Monday, April 4, 2016

60F at one's head and 32F at one's toes

Yesterday, I skied up to Stampede Pass with a group of weather-oriented folks to visit the repaired National Weather Service observing site.   It was amazingly warm, with yesterdays air temperature at that location reaching 61F between 3 and 4 PM (see plot).  At the same time, the snow was melting at the surface, so we know the temperature of the snow surface:  32F.     So roughly a 30F difference between my head and toes!

But the contrasts don't end there.  The temperature dropped to the mid-30s by 3 AM today--12 hours later.  And that was accompanied by snow!   So sunny and hot to cold/windy/snow a few hours later....you got to love our weather here.

Here is the National Weather Service ASOS observing site, high on a platform above the snow.


On the left is a rain gauge, a freezing rain sensor, and a laser ceilometer.

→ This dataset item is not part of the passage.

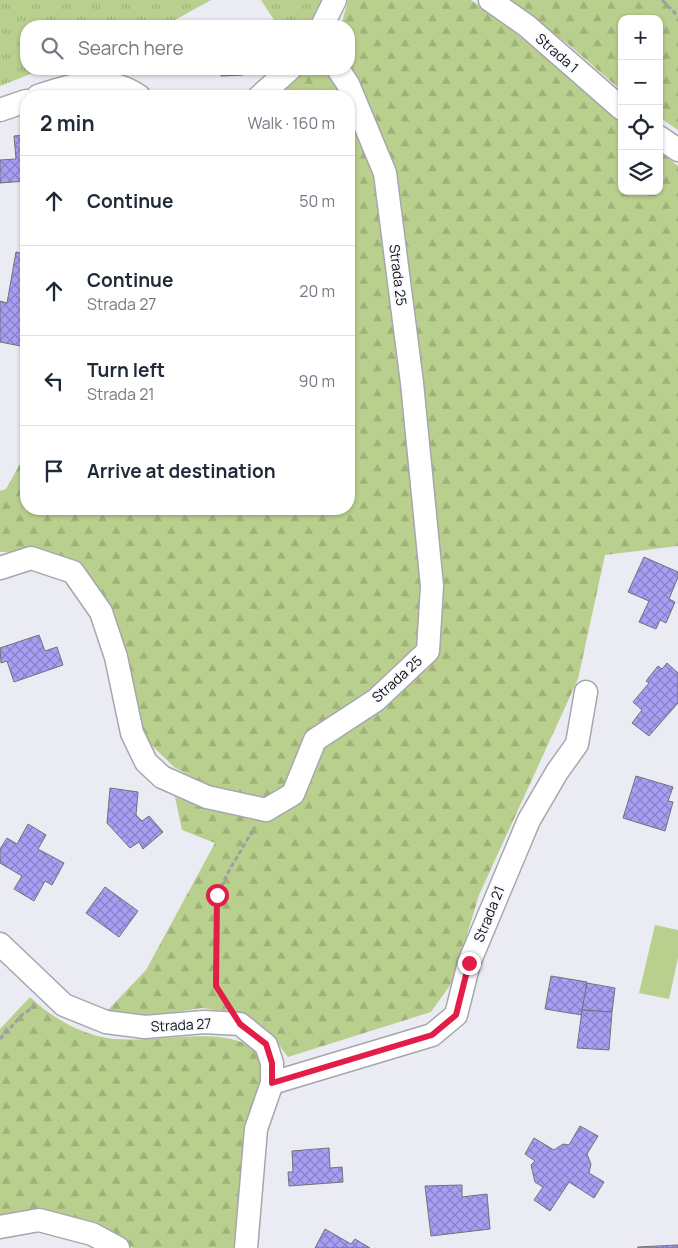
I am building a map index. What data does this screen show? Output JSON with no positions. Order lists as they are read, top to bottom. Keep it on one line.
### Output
{"streets":{"street":["Strada 1","Strada 25","Strada 21","Strada 27"]},"page":{"map_buttons":["+","−"],"search":"Search here","heading":["2 min","Walk · 160 m"],"list":[["Continue","50 m"],["Continue","Strada 27","20 m"],["Turn left","Strada 21","90 m"],"Arrive at destination"]}}
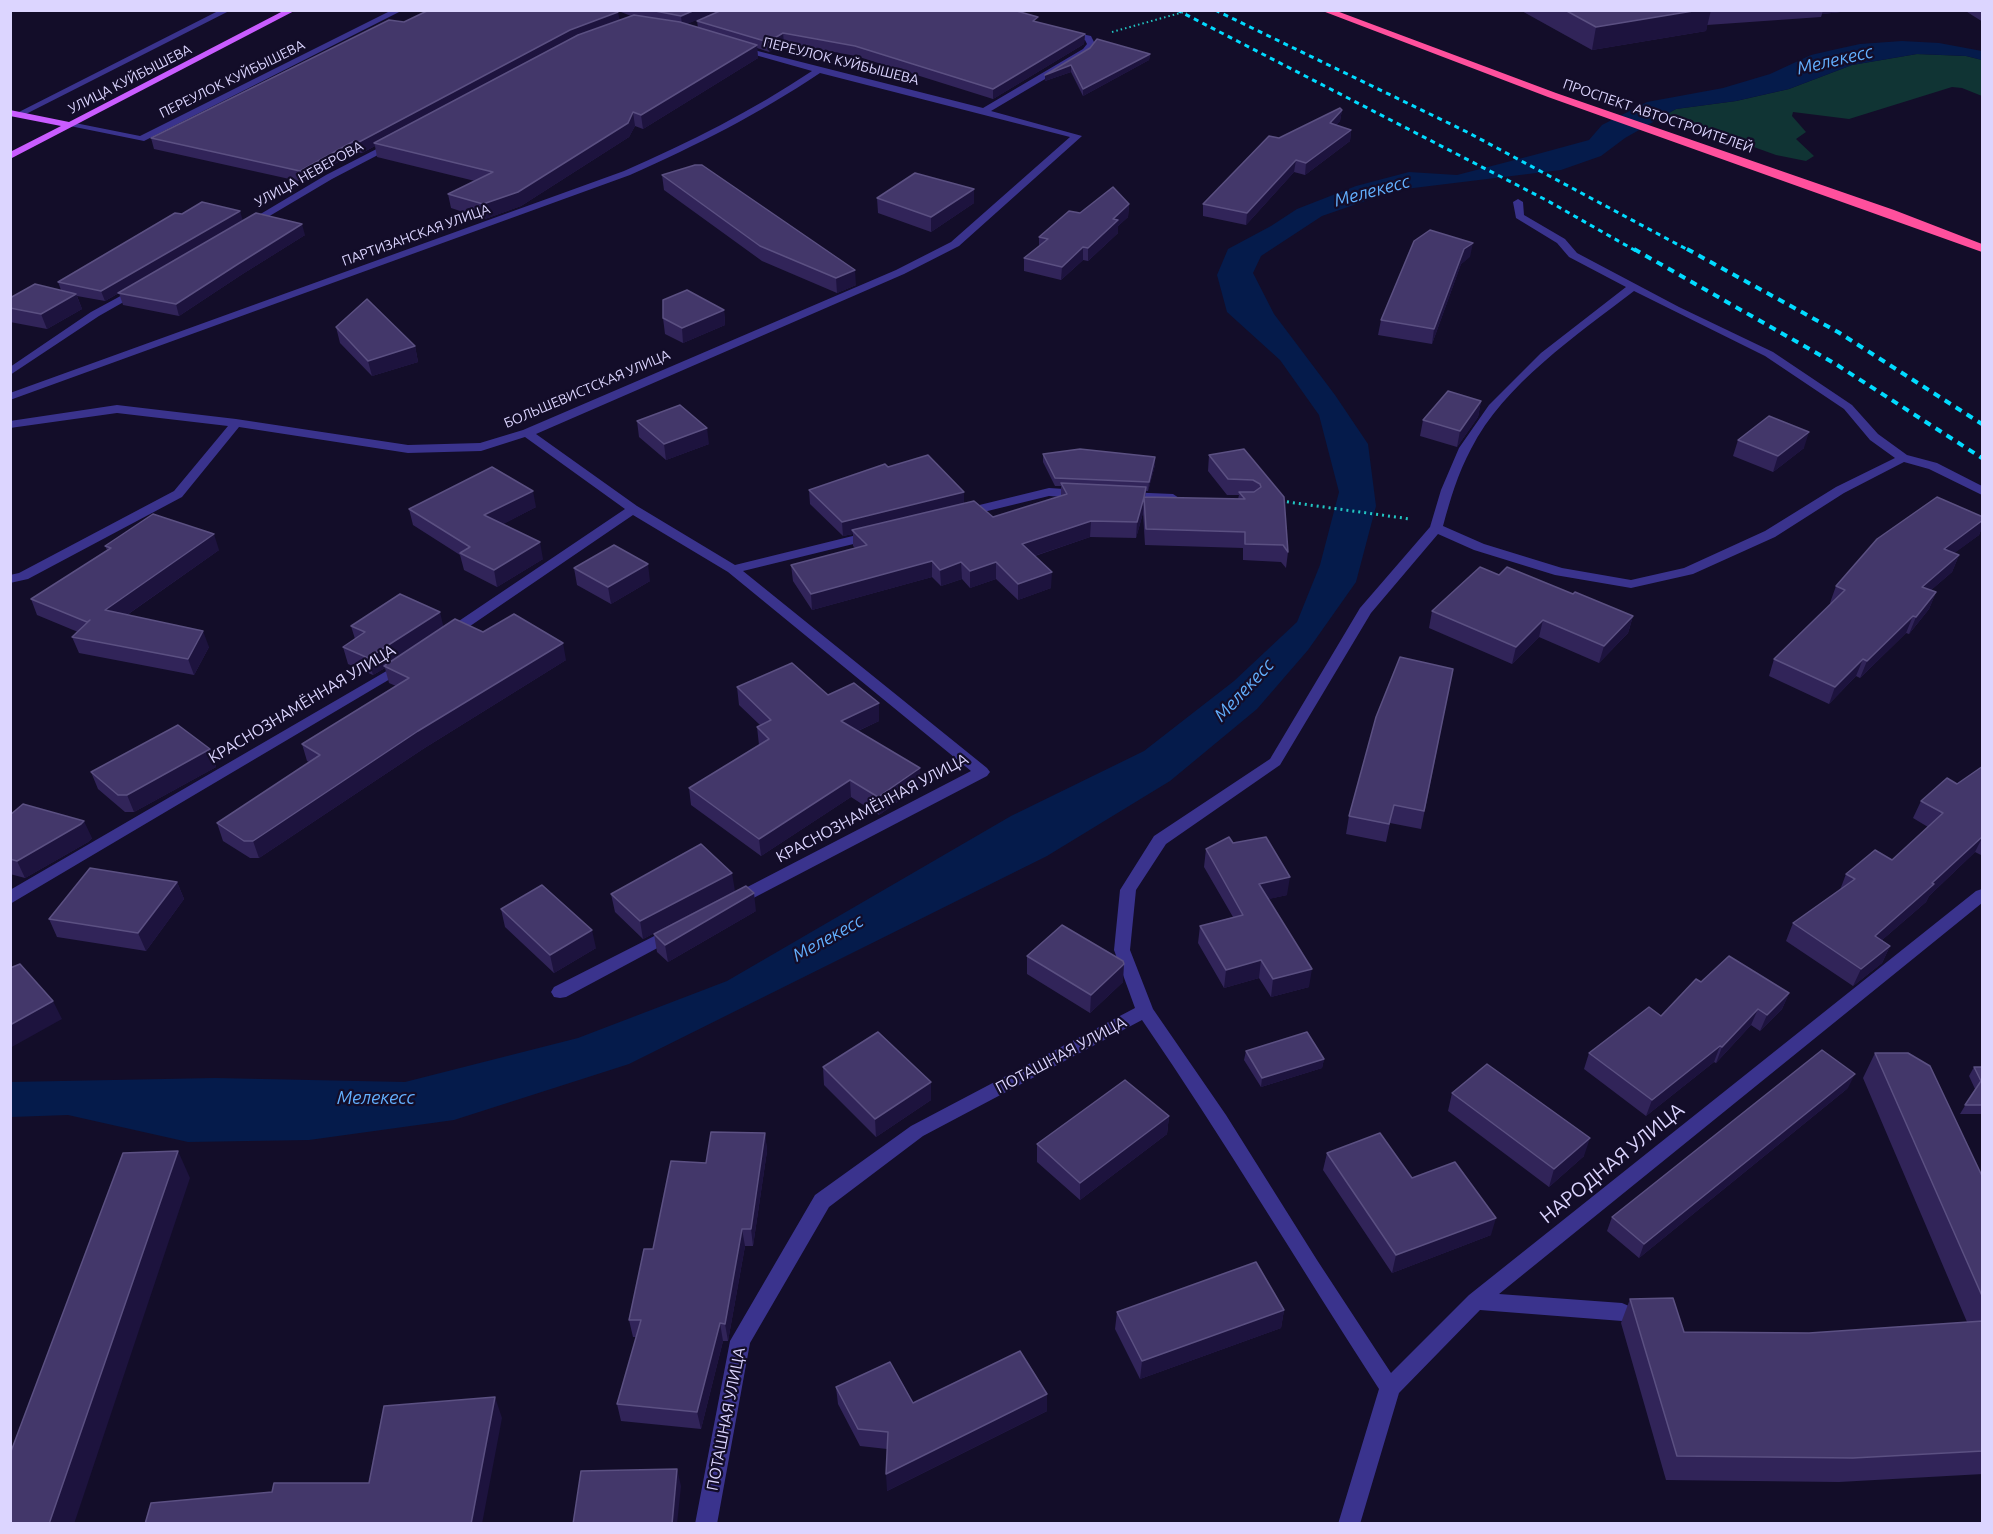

 On the right, a precipitation type identifier, a temperature/humidity sensor, and a visibility sensor.


Stampede Pass is the home of many power line swaths, which afford some wonderful views, although the snap, crackle, and pops of the power lines can be disconcerting.

The sky yesterday was full of high cirrus/cirrostratus associated with an approaching front.   But there were also many lenticular (lens-shaped) mountain wave clouds.  Here is a sample.



Lenticular clouds often form downstream of our mountains when a weather system approaches.  First, the approaching system is associated with increasing relative humidity, so that the additional lift forced by the mountains produces clouds.  Second, wind perpendicular to the mountains increasse, which is good for business of the waves produced by the mountains.

We were very fortunate to be accompanied by Randy Cryer, a long-term observer (and resident) at Stampede Pass, who told us about the history, geology, and meteorology of the pass, and particularly the large impact of the early trains.  I told him that he should write a book about Stampede Pass.


Virgil G. Bogue discovered the pass on March 19, 1881.   The northern Pacific railroad would go through the pass, and as work on the project proceeded, Mr. Bogue sent out a new foreman to speed-up the work.  The men had enough and quit. The response: "No work, no eat," and the men stampeded for the valley and therein came the name.

While we were at the pass we noticed a number of general aviation aircraft flying across the area.  Randy told us that the weather station was established in 1943, when several aircraft crashed as they crossed the Cascades.   Some of you may remember that when the weather station was closed for a year in 1990, several planes crashed with some fatalities.  It is good that the weather station, with its excellent observing equipment, is back online.



3 comments:

Mark said...

Beautiful platform, fully loaded. I've always wanted a ceilometer for my backyard weather station but they don't give those things away.

Meanwhile, in the world today, drought impacts another poor nation causing social unrest. Quoting from the news service:

"Police and army forces shot at about 6,000 starving farmers and Lumad Indigenous people demonstrating for drought relief in the Philippines on Friday, ultimately killing 10.

The farmers and Indigenous people had been blockading a highway in the Cotabato province for four days in a desperate plea for government aid, after this winter's record-breaking temperatures produced a three-months-long drought that has destroyed their crops and now threatens their lives.

The demonstrators were asking the government to provide 15,000 sacks of rice to ease the hunger crisis. Provincial governor Emmylou Mendoza has refused to engage the protesters.

local farmer Noralyn Laus: We’re having a crisis. We don’t have anything to eat or harvest. Our plants wilted. Even our water has dried up."

Crop failures, food riots and government neglect were the precursors of the recent Egyptian revolution. The French revolution (1789) was preceded by crop failures due to cold and severe storms (Little Ice Age).

Weather and climate can play a significant role in national politics.

Rod said...

Northern Pacific Railway, Cliff. Main Street of the Northwest.

David Chuljian said...

As an aviation resource, Stampede Pass is not quite as essential as it was 20 years ago. In the 90's, when I used to fly a lot, the Stampede Pass weather report was just about the only thing between Seattle and Ellensburg. Nowadays, with satellite uplinks, or even cell phones, you can get an almost-real-time image of cloud cover over the Cascades while flying. SP still provides the only reliable ceiling and freezing level information, so if it's overcast on the satellite image and you're planning to fly in the clouds, it's very helpful in avoiding icing. But not that many General Aviation pilots cross the Cascades flying in the clouds in icing-unprotected aircraft anyway. The weather information for long term climate studies is far more important, and it would be really nice to have several more sites as things warm up over the next 20 years. They could skip the ceilometer, temperature and precipitation are cheaper and more important for climate studies.